Conversation started Jan 22, 2021 at 22:53.
Charlie
Charlie
Jan 22, 2021 22:53
regarding the induced metric on the worldsheet in string theory, along which map do we pull-back the background spacetime metric?
ACuriousMind
ACuriousMind
@Charlie along the coordinates of the string, usually denoted $X$
Charlie
Charlie
hmm ok
ACuriousMind
ACuriousMind
you don't sound convinced :P
Charlie
Charlie
Jan 22, 2021 23:10
I guess it's odd to me that we pull back a flat metric onto flat spacetime
ACuriousMind
ACuriousMind
I'm not sure what that means - you're pulling back a flat spacetime metric onto a worldsheet that a priori has no metric
Charlie
Charlie
but is the worldsheet not just like, a submanifold of spacetime?
ACuriousMind
ACuriousMind
The $X$ makes it one
Charlie
Charlie
If we want to measure distances/areas on the worldsheet, why not just do it in a chart? it seems like the string is being treated as something that isn't just a sheet sitting in spacetime
ACuriousMind
ACuriousMind
The worldsheet is a 2d manifold $\Sigma$ and the coordinates $X : \Sigma \to\mathbb{R}^{26}$ are an embedding that identifies it as a submanifold
@Charlie I think you're trying to imbue the mathematics with a bit too much ontology here
Maybe an analogy helps: When we consider a curve in a manifold, the curve is not just "a submanifold of dimension 1", it is an embedding of the abstract manifold "the unit interval" into the manifold, i.e. an embedding $\gamma : I \to M$. Likewise, a worldsheet is an embedding of a 2d manifold into another manifold
you wouldn't ask "why are we treating the curve as an interval that's not sitting in spacetime", would you?
Charlie
Charlie
Jan 22, 2021 23:20
oh, is the metric begin pulled all the way back to the 2d manifold itself?

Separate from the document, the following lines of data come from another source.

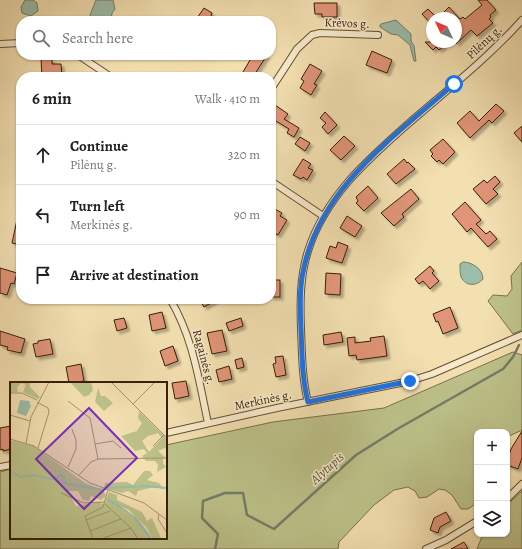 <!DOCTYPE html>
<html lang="en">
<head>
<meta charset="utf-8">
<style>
  :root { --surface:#fff; --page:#f6f6f6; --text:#222; --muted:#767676; --line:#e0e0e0 }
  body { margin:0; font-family:Alegreya,serif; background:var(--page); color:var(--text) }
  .controls { position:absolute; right:12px; bottom:12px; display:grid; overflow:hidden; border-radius:8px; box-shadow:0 1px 3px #0004 }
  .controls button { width:36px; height:36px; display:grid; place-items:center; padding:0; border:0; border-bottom:1px solid var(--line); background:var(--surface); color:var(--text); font:20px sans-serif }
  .compass { position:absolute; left:426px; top:12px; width:36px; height:36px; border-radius:50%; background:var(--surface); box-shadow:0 1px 3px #0004; rotate:314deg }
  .stop { position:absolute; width:12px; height:12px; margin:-9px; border:3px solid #1a73e8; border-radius:50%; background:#fff }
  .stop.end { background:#1a73e8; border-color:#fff; box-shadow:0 1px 4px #0008 }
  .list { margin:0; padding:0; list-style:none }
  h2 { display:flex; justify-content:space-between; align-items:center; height:52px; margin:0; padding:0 16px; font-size:17px }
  h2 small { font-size:13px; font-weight:400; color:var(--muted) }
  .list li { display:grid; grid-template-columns:26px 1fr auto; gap:12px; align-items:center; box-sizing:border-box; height:60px; padding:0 16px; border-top:1px solid var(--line) }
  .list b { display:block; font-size:15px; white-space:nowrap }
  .list p { margin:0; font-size:13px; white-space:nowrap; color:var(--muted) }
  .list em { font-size:13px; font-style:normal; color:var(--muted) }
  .icon { flex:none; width:22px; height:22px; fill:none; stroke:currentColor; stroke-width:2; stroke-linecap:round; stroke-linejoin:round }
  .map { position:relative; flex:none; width:522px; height:549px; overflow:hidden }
  .search { position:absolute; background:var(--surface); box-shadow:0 1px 3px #0004; left:16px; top:16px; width:260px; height:44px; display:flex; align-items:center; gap:10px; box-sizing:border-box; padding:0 14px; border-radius:16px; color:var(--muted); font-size:15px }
  .panel { position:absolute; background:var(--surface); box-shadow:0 1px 3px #0004; left:16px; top:72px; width:260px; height:232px; border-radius:16px }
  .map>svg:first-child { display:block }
  .green { fill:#bdc28a; stroke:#7a7048 }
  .water { fill:#9bbdaa; stroke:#737d68 }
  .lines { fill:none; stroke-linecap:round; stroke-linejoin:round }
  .stream { stroke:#737d68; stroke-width:2.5 }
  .building { fill:#e19578; stroke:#361e05; filter:url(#shadow) }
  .street-casing { stroke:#654e30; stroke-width:8 }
  .street { stroke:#f7ebcc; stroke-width:6 }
  .route { stroke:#1a73e8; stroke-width:5 }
  .labels { text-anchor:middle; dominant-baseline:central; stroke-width:3; stroke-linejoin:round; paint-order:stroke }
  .street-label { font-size:12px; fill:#361e05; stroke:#f7ebcc }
  .water-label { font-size:13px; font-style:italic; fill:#544e37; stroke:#f7ebcc }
  .inset-river { fill:none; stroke:#9bbdaa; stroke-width:2 }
  .inset-road { fill:none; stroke:#a7926c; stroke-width:1 }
  .view { fill:#7b2cbf; fill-opacity:0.15; stroke:#7b2cbf; stroke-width:2 }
  .inset-edge { fill:none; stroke:#361e05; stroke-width:2 }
</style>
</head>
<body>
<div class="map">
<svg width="522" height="549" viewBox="0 0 522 549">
  <defs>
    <filter id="shadow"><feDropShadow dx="3" dy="3" stdDeviation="1" flood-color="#0004"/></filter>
  </defs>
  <rect width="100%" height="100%" fill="#f3e0b1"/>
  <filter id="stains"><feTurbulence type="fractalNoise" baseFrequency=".005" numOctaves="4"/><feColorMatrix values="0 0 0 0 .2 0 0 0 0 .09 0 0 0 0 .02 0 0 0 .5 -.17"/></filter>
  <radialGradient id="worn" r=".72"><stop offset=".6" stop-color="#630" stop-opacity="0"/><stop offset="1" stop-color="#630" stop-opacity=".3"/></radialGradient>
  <g class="green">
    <polygon points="522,262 522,330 513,334 488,301 493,295 507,296 512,289 511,276"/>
    <polygon points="513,352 522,355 522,430 507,437 507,432 477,432 477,503 468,509 461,509 452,495 445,490 439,489 427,497 419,498 415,491 408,487 394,490 374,505 339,542 338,549 0,549 0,472 11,469 11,538 166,538 166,445 273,422 384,408"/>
    <polygon points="522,491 522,549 477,549 483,534 507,534 507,505"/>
  </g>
  <g class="water">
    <polygon points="25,0 33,0 37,3 38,11 31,16 22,13 21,7"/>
    <polygon points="96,0 113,0 115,9 112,13 111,21 92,21 90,15"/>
    <polygon points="396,20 411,34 411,41 414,46 416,61 414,61 410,45 398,35 391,34 380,27 380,25 381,24"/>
    <path d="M463,262C472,262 483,269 483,279C477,286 466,287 461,277C460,273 460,268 460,264Z"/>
  </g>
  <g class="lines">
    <polyline class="stream" points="215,549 218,534 202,518 203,501 225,493 243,493 247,515 274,529 356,455 399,428 503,369 513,357 519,345"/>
  </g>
  <g class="building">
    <polygon points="478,0 487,0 496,10 490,15 491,17 489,19 493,23 477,36 471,30 456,44 456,18 438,18 449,7 460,19 463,17 465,19 482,5"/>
    <polygon points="314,3 337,3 337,17 322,17 322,14 315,14"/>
    <polygon points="204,8 212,13 211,16 219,21 195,21"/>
    <polygon points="428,9 437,18 432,18 432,25 422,14"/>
    <polygon points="425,42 442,42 444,46 439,50 436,47 433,50"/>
    <polygon points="372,51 392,60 387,73 366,65"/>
    <polygon points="253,55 267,55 253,77 240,77"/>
    <polygon points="41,59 52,59 52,64 61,64 62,77 42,77"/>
    <polygon points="310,64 322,71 314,84 317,85 311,95 300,88 304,81 301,79"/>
    <polygon points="496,104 504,111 492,123 489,120 470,138 457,123 470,111 479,121"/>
    <polygon points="275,105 288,114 284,119 299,128 294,137 287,133 289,129 271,118 271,111"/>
    <polygon points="325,112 337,125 328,134 322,127 326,123 320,118"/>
    <polygon points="522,126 522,142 514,133"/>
    <polygon points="344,136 355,146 341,160 330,150"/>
    <polygon points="300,137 310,143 305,151 295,144"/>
    <polygon points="443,139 455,152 443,164 439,160 437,162 431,156 433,154 430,150"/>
    <polygon points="303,159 311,164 308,168 313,170 307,180 303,177 301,179 293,175"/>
    <polygon points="404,159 407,163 408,162 415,169 396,184 387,174"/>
    <polygon points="495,176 500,182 493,189 498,194 486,204 473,189 484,180 487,183"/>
    <polygon points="368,186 378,198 364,211 356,203 358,201 356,197"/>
    <polygon points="411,189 419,199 402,214 404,217 394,226 381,213"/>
    <polygon points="465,202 481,220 476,224 486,234 490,231 497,239 488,247 471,228 467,232 452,214"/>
    <polygon points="273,208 282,213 280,216 287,220 278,235 271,231 271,212"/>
    <polygon points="18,215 21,215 21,245 12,243"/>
    <polygon points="347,216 362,226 355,237 340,228"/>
    <polygon points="338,242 348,246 342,263 326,258 330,246 336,248"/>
    <polygon points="430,266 434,271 432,273 439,281 430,289 423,281 419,284 415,279"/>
    <polygon points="0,268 17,273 14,284 11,283 7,295 0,293"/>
    <polygon points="326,273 341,274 340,295 325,294"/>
    <rect x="271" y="280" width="9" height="17"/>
    <polygon points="199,299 218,299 204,307"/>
    <polygon points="450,307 458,328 443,334 438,321 436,322 433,314"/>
    <polygon points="162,312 166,328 152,331 149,315"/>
    <polygon points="124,318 127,328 117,331 114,320"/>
    <polygon points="241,318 243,326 229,331 226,323"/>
    <polygon points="222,330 227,351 212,354 207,333"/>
    <polygon points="0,331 25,339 21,353 7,350 8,347 0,345"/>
    <polygon points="341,332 343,342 324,345 323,335"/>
    <polygon points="384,336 387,356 357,360 356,355 349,356 347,338 355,337 355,343 371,341 370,338"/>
    <polygon points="50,339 53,354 36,357 33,344 38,343 38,341"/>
    <polygon points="173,346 178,361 165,366 160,351"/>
    <polygon points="283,356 286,375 276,377 273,364 276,363 275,357"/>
    <polygon points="242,358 244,367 237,369 235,360"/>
    <polygon points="81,364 84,381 69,383 66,367"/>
    <polygon points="229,366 232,379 219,382 216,370"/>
    <polygon points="186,381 189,396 175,399 172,383"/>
    <polygon points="11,426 11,449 3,451 3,449 0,450 0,428"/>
    <polygon points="522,431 522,458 518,469 507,465 507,461 511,449"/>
    <polygon points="446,512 451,521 440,527 438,533 430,530 434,518"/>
    <polygon points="464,542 468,549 451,549"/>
  </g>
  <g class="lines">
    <g class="street-casing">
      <g id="street">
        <polyline points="0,44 21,43"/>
        <polyline points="78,55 111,77"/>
        <polyline points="271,89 297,49 312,35 320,33 378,35"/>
        <polyline points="271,181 323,216"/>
        <path d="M170,299C193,337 199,381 208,423"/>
        <path d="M308,402C302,379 302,353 301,329C300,303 300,276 308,251C325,197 367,160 408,124C447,90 488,58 522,20"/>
        <polyline points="166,433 277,408 410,381 432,374 522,335"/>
        <polyline points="0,467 11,465"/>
        <polyline points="507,499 522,484"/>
        <polyline points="426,549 446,540 477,521"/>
      </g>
    </g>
    <use href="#street" class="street"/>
  </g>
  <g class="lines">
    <path class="route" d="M410,381L308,402C302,379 302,353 301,329C300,311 299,290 303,272C319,188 394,137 454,84"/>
  </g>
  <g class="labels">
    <g class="street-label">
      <text transform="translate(347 23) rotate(2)">Krėvos g.</text>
      <text transform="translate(484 42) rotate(-43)">Pilėnų g.</text>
      <text transform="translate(204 357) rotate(75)">Ragainės g.</text>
      <text transform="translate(263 400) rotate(-12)">Merkinės g.</text>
    </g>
    <g class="water-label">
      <text transform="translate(327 468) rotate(-42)">Alytupis</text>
    </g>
  </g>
  <g transform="translate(10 382)">
    <rect width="157" height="157" fill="#f3e0b1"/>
    <path d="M0,0H20V5L30,15L28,17L13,10L16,3L11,1L7,5L8,10L0,11ZM60,0H81L83,8L79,13L74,15ZM88,6L91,14H95L103,21L94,29L85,20ZM129,29L157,57V65L148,69L156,76H153V81L156,85L147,90L148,83L145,79H136L132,74L137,71L134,67L125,69L111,54L127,49L132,41L128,36ZM148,51L152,56L139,70L132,59L138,54ZM0,58L24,64L75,101L93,108L96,114L91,118L81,114L79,119L73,118L68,109H58L66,124L89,120L94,123L99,110L107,113V118L132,130L137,139L142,136L151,156L143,157L136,145L119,128L97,119L121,133L139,157H0ZM134,89H140L143,93L137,98L149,101L154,107L144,105L128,109L126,114L118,109L112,111L94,106L95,101L117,100L123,103Z" fill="#bdc28a" fill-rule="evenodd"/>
    <path d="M10,18L19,19L21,24L16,34L7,31ZM99,116L127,136L143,157H139L121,133L97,119Z" fill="#9bbdaa"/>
    <path class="inset-river" d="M0,89L10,95L23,93L46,98L50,92L54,95L53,101L94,108M97,106L135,104L157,106"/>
    <path class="inset-road" d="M101,0L157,56M0,11H12L27,18M58,19L80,36L88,77M27,20L38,26L39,30L28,66M123,22L145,0M0,33L20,39M0,57L24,64L80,101L134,121L157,138M16,61L21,35L39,0M85,62L103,59L111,66M143,64L154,53M58,85L66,67V58L62,47M69,93L81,80L88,77L157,76M51,111L74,121L95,120M95,122L121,146L128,157M149,132L148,137L157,151M76,138L100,129M80,149L111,137M83,157L75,134L93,125L98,108M91,157L121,146"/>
    <path class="view" d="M79,26L127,76L74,127L26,77Z"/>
    <rect width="157" height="157" class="inset-edge"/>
  </g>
  <rect width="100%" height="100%" filter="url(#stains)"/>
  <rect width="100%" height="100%" fill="url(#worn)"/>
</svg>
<div class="controls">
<button>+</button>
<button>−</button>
<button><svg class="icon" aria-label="layers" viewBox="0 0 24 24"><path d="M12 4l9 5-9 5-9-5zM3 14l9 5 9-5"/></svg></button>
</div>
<svg class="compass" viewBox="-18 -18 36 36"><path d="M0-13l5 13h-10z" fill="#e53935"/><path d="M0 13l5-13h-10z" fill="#767676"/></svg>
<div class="stop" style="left:454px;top:84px"></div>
<div class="stop end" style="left:410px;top:381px"></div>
<div class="search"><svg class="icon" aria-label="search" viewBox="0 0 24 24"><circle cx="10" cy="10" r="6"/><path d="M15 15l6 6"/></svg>Search here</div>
<section class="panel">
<h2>6 min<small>Walk · 410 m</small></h2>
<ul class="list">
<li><svg class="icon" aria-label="ahead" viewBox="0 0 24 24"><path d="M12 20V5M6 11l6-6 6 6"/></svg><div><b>Continue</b><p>Pilėnų g.</p></div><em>320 m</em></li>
<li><svg class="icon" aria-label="left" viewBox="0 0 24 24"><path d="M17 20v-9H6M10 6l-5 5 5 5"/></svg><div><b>Turn left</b><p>Merkinės g.</p></div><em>90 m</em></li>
<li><svg class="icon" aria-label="arrive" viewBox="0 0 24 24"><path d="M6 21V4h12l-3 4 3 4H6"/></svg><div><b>Arrive at destination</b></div></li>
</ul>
</section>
</div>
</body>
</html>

that actually would make more sense
my problem was that it seemed trivial to give an submanifold a metric obtained by pulling back the metric of the surrounding space to it
ACuriousMind
ACuriousMind
since the 2d manifold is isomorphic to its image under the embedding, I'm not sure that's a meaningful question :P
The reason why "pulling back" a metric is the natural thing to do is precisely because the pulled back metric gives the same results as "restricting" the metric to the submanifold would
Charlie
Charlie
ohh
If it's the same as just restricting the metric that makes sense, both Tong's notes and my lecturer made a point of saying it's the pullback of the metric, which made me think there was something special about it
a bit like taking a circle, then considering a small part of the circle and measuring distances on it by just using the metric on the surrounding circle :p
that seemed like a strange point to labour
ACuriousMind
ACuriousMind
it's just standard differential geometry, but for some reason some physicists feel they suddenly need to pretend to do actual math when doing string theory (and then still not do it :P)
Charlie
Charlie
oh god wait the "coordinates" $X$ we're talking about here go from the 2d manifold into spacetime, right? We're not talking about manifold coordinates in the sense of charts
or hm
ACuriousMind
ACuriousMind
Jan 22, 2021 23:36
@Charlie yes, they're maps $X: \Sigma \to M$ where $M$ is the spacetime.
Charlie
Charlie
you've written the coordinates as $X:\Sigma\rightarrow \Bbb R^{26}$, is $\Bbb R^{26}$ the Euclidean space that is the target space of charts on spacetime or is it spacetime itself?
ah
now it seems like a slightly less trivial thing to do, because $\Sigma$ is now a separate manifold
ACuriousMind
ACuriousMind
but when the physicists write $X^\mu(\sigma, \tau)$, that of course is $X$ "expressed in charts" - the $(\sigma,\tau)$ live in some $\mathbb{R}^2$ chart of $\Sigma$ and the $X^\mu$ values live in some $\mathbb{R}^{26}$ chart of $M$
it's common not just in physics to not care much about the distinction between expressions "in local coordinates" and the abstract map, don't worry about that too much
Charlie
Charlie
I seee
ok ty, that is clearer
 
Conversation ended Jan 22, 2021 at 23:42.